Leo acknowledged that "widespread adoption of artificial intelligence" challenges "the authenticity of our witness." That's why, he insisted, that the mission in digital spaces is to "nurture a culture of Christian humanism."
"It is up to us," he concludes, "to ensure that this culture remains human."
This digital culture, in Leo's vision, should create "networks" of love, sharing, and profound and authentic friendship, "creating an encounter of hearts." Such networks will "help us rediscover the beauty of looking into each other's eyes."

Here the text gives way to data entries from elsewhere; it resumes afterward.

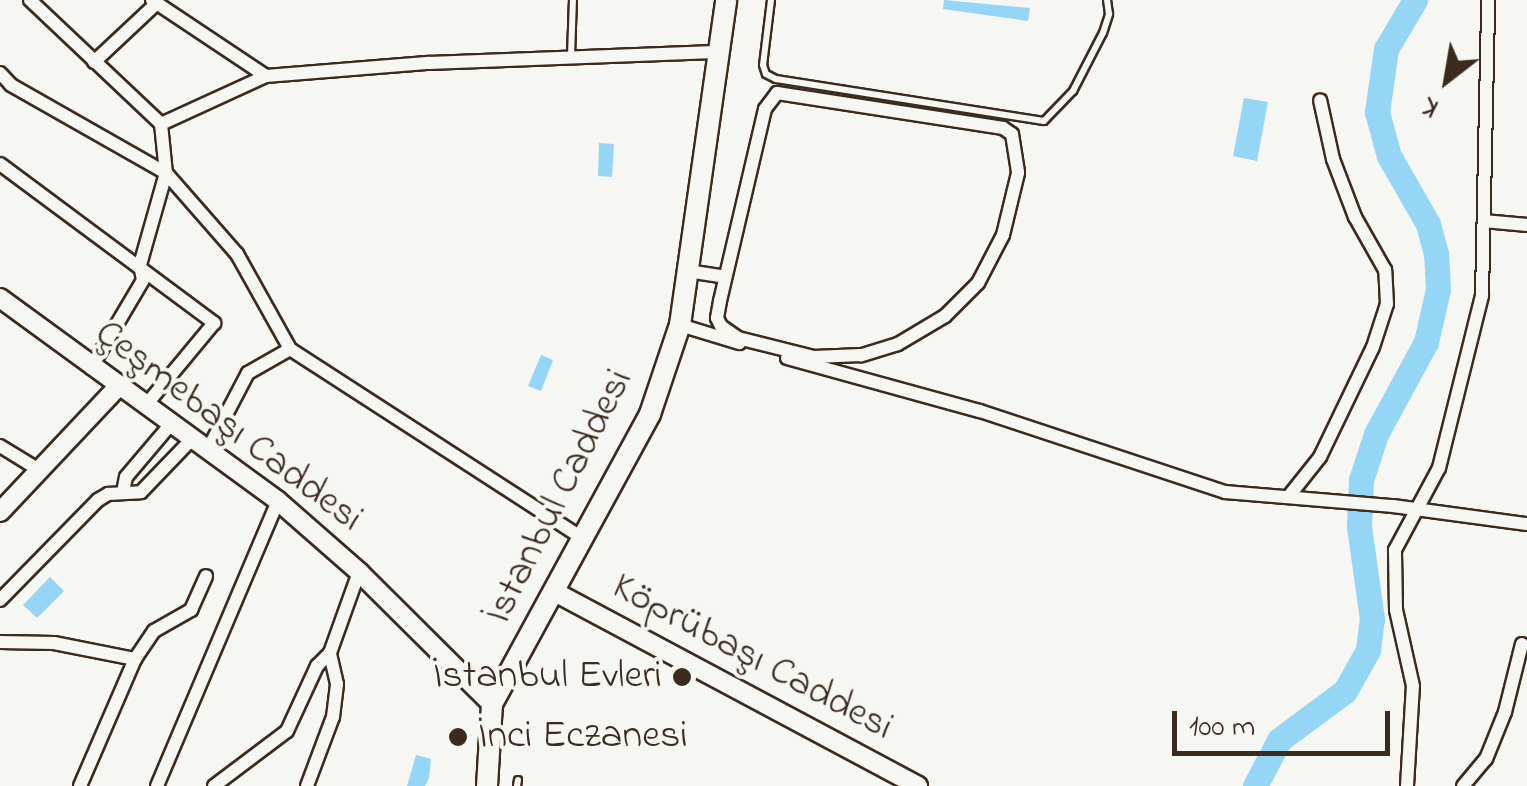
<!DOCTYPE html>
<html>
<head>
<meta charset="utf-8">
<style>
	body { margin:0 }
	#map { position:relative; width:1527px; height:786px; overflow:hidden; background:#f6f6f2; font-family:"Indie Flower",sans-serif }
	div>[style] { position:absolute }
	.water>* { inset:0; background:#95d5f6 }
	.river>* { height:25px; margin:-12.5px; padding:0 12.5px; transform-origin:12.5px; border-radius:12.5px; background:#95d5f6 }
	.roads { filter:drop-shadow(2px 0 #3b2a1e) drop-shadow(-2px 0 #3b2a1e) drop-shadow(0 2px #3b2a1e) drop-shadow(0 -2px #3b2a1e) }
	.service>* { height:6px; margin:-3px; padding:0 3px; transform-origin:3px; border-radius:3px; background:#f6f6f2 }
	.minor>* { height:12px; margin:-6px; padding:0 6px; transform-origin:6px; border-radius:6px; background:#f6f6f2 }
	.tertiary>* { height:18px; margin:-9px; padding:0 9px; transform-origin:9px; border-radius:9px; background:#f6f6f2 }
	.secondary>* { height:18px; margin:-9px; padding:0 9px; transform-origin:9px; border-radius:9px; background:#f6f6f2 }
	.primary>* { height:20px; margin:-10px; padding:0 10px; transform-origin:10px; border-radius:10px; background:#f6f6f2 }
	.dots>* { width:28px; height:28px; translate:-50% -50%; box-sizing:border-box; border:5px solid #f6f6f2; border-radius:50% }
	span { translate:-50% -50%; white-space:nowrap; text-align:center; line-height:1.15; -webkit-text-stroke:8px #f6f6f2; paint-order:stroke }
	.street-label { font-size:40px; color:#3b2a1e }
	.poi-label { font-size:40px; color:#3b2a1e }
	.right { translate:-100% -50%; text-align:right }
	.left { translate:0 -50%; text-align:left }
	.north { position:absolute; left:1397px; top:30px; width:100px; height:100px; -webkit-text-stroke:8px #f6f6f2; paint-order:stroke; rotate:211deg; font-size:28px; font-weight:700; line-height:40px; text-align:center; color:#3b2a1e }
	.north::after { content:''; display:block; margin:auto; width:35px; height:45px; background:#3b2a1e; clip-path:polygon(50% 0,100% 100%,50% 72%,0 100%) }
	.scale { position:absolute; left:1172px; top:711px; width:218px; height:45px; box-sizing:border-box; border:5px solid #3b2a1e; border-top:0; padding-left:12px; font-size:30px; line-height:35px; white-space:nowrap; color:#3b2a1e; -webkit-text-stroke:8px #f6f6f2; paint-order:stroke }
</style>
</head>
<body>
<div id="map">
	<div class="water">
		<div style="clip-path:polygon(944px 0,1030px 8px,1028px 21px,943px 9px)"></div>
		<div style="clip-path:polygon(1244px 98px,1268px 102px,1257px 161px,1233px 156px)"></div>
		<div style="clip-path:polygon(599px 143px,614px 144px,612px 177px,598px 176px)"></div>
		<div style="clip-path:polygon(541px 355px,553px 360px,541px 391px,528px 386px)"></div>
		<div style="clip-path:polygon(50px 577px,64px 591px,37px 618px,23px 605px)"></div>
		<div style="clip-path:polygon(416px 755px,431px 759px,429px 778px,425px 786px,407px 786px)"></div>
	</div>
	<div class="river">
		<div style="left:1255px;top:786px;width:52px;rotate:-62.4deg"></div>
		<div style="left:1279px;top:740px;width:82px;rotate:-36.6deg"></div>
		<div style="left:1345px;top:691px;width:47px;rotate:-60.7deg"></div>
		<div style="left:1368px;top:650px;width:31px;rotate:-83deg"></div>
		<div style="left:1372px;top:619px;width:94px;rotate:-98deg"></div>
		<div style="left:1359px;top:526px;width:46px;rotate:-87.5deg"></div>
		<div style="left:1361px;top:480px;width:48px;rotate:-71.9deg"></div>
		<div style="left:1376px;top:434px;width:105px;rotate:-61.5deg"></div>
		<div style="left:1426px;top:342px;width:54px;rotate:-77.2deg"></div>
		<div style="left:1438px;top:289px;width:35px;rotate:-93deg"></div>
		<div style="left:1436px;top:254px;width:31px;rotate:-105deg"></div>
		<div style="left:1428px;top:224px;width:78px;rotate:-119.8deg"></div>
		<div style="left:1389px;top:156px;width:46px;rotate:-105.3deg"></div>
		<div style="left:1377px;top:112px;width:64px;rotate:-81.9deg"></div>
		<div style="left:1386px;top:49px;width:57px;rotate:-59.4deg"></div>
	</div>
	<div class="roads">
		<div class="service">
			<div style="left:771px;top:0;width:65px;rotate:97deg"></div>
			<div style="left:763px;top:65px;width:9px;rotate:72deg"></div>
			<div style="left:766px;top:74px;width:11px;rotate:27deg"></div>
			<div style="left:776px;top:79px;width:271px;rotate:8.9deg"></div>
			<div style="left:1044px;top:121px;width:42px;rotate:-46deg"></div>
			<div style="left:1073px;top:91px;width:65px;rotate:-62.7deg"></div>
			<div style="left:1103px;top:33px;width:20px;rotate:-72deg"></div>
			<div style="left:1109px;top:14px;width:14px;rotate:-98deg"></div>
			<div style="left:571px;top:56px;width:56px;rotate:-88deg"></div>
			<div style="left:517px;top:786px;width:6px;rotate:-81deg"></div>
		</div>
		<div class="minor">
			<div style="left:30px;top:0;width:180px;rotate:43.4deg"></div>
			<div style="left:161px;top:124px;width:49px;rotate:84.2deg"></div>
			<div style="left:166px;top:173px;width:96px;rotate:105.8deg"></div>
			<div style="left:152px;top:0;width:137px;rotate:33.7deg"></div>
			<div style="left:94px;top:62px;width:86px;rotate:-43.1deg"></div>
			<div style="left:0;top:73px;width:16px;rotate:47deg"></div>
			<div style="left:11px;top:85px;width:178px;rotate:29.6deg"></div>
			<div style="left:166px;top:173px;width:108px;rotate:48.8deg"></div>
			<div style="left:237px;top:254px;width:109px;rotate:60.8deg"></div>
			<div style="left:290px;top:349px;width:348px;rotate:32.9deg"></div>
			<div style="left:777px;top:93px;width:229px;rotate:8.8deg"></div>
			<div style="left:1003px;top:128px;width:11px;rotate:34deg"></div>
			<div style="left:1012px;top:134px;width:39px;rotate:81deg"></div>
			<div style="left:1018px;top:173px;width:64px;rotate:103.6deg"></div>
			<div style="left:1003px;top:235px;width:54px;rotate:117.5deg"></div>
			<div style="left:978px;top:283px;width:47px;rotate:135deg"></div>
			<div style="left:945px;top:316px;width:55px;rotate:149.2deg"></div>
			<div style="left:898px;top:344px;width:39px;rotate:163deg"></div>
			<div style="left:861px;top:355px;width:47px;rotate:177.6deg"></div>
			<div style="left:814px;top:357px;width:78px;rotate:-166deg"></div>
			<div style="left:738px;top:338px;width:21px;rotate:-145deg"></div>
			<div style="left:721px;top:326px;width:9px;rotate:-117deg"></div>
			<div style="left:717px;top:318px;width:17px;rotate:-80deg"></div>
			<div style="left:720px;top:301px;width:197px;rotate:-76.8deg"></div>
			<div style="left:765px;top:109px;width:20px;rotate:-53deg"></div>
			<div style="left:161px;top:124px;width:115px;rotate:-24.6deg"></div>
			<div style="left:266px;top:76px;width:164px;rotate:-4.6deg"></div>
			<div style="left:429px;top:63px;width:292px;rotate:-2.2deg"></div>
			<div style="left:0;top:164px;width:267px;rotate:36.6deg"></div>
			<div style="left:214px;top:323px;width:107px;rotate:129.7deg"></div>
			<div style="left:1484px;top:221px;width:43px;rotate:5.3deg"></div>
			<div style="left:688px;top:271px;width:37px;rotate:9deg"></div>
			<div style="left:680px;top:325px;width:62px;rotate:17deg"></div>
			<div style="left:787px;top:358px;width:200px;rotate:15.4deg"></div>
			<div style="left:980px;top:411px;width:258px;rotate:18.3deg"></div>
			<div style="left:1225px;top:492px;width:169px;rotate:4.8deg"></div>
			<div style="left:1393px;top:506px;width:135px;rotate:7.7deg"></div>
			<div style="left:91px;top:368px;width:102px;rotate:-59.4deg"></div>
			<div style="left:143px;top:280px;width:15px;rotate:-101deg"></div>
			<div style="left:0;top:446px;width:48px;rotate:31.4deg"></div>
			<div style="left:207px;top:451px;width:88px;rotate:-62.3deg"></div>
			<div style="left:248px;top:373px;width:48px;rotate:-29.7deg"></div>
			<div style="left:123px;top:492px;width:15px;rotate:-79deg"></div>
			<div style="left:126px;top:477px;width:70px;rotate:-49.7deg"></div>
			<div style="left:1289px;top:496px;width:50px;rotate:-51.5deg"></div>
			<div style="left:1320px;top:457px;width:122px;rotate:-64.3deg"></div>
			<div style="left:1373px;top:347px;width:45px;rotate:-72deg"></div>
			<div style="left:1387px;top:304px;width:34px;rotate:-93deg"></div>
			<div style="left:1385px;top:270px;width:61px;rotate:-119.5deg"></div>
			<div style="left:1355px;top:217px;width:62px;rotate:-110.8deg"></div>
			<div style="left:1333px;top:159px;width:60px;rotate:-102.4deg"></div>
			<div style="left:0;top:600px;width:140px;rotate:-45.6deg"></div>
			<div style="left:98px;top:500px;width:12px;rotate:-31deg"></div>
			<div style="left:108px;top:494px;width:33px;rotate:-3deg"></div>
			<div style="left:141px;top:492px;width:72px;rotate:-46.1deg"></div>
			<div style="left:0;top:642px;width:54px;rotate:1.1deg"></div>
			<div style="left:54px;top:643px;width:83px;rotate:11.2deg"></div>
			<div style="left:80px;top:786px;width:138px;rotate:-66.6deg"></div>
			<div style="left:135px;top:659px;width:34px;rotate:-56deg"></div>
			<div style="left:154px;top:631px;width:43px;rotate:-29.6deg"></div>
			<div style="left:191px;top:610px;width:37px;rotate:-66deg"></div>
			<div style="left:157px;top:786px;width:310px;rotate:-67deg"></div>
			<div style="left:214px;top:786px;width:91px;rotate:-37deg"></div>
			<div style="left:287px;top:731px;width:72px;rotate:-65.2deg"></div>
			<div style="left:317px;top:666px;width:18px;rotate:-45deg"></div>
			<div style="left:330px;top:653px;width:86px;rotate:-70.3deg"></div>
			<div style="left:307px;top:786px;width:74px;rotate:-69.4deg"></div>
			<div style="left:333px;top:717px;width:33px;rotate:-83deg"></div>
			<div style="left:337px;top:684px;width:32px;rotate:-103deg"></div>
			<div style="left:1407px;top:786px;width:100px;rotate:-86.6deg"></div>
			<div style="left:1413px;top:686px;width:78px;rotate:-102.6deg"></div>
			<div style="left:1396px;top:610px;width:60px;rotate:-91deg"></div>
			<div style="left:1395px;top:550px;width:93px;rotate:-61.8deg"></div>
			<div style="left:1439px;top:468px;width:177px;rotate:-76deg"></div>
			<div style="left:1482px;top:296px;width:296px;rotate:-88.8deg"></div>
			<div style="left:1463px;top:786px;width:35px;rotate:-50deg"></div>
			<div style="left:1486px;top:759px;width:51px;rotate:-68deg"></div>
			<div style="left:1505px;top:712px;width:70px;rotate:-76deg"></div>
		</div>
		<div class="tertiary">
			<div style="left:553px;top:591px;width:414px;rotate:28.1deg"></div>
		</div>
		<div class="secondary">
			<div style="left:0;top:298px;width:344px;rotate:36.1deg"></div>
			<div style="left:278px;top:501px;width:108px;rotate:41.2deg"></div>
			<div style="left:359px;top:572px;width:187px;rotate:44.8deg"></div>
			<div style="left:0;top:512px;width:170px;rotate:-46.7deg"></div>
		</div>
		<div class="primary">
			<div style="left:487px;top:786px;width:82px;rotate:-86.5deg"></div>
			<div style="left:492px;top:704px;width:330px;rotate:-61.4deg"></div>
			<div style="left:650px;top:414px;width:94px;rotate:-71.4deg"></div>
			<div style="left:680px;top:325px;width:328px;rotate:-81.9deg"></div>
		</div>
	</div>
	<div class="dots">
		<div style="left:682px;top:677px;background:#3b2a1e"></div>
		<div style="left:458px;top:737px;background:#3b2a1e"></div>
	</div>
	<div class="street-label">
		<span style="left:228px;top:427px;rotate:37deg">Çeşmebaşı Caddesi</span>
		<span style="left:560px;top:497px;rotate:-63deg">İstanbul Caddesi</span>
		<span style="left:752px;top:658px;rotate:28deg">Köprübaşı Caddesi</span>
	</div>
	<div class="poi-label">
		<span class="right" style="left:662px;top:677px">İstanbul Evleri</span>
		<span class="left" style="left:478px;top:737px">İnci Eczanesi</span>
	</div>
	<div class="north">K</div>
	<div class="scale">100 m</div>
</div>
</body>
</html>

Yet these networks would not, it would seem, be advanced by potentially idolatrous bots deceptively masquerading as something that they're not, be they Jesus bots or, in a nod to Hinton's vision of a maternal AI, bots of the Blessed Mother. And yes, they do exist. "Chat with the virgin mary," one bot implores. "A pretty woman who is mother of Jesus."
Pretty or not, prudence would dictate giving a pass to chatting with this AI fraud. During Mary's month of October, Catholics devoted to her may pray the Memorare, and "fly" to her for protection. But with Blessed Motherbot, it would be best to fly away. Far, far away.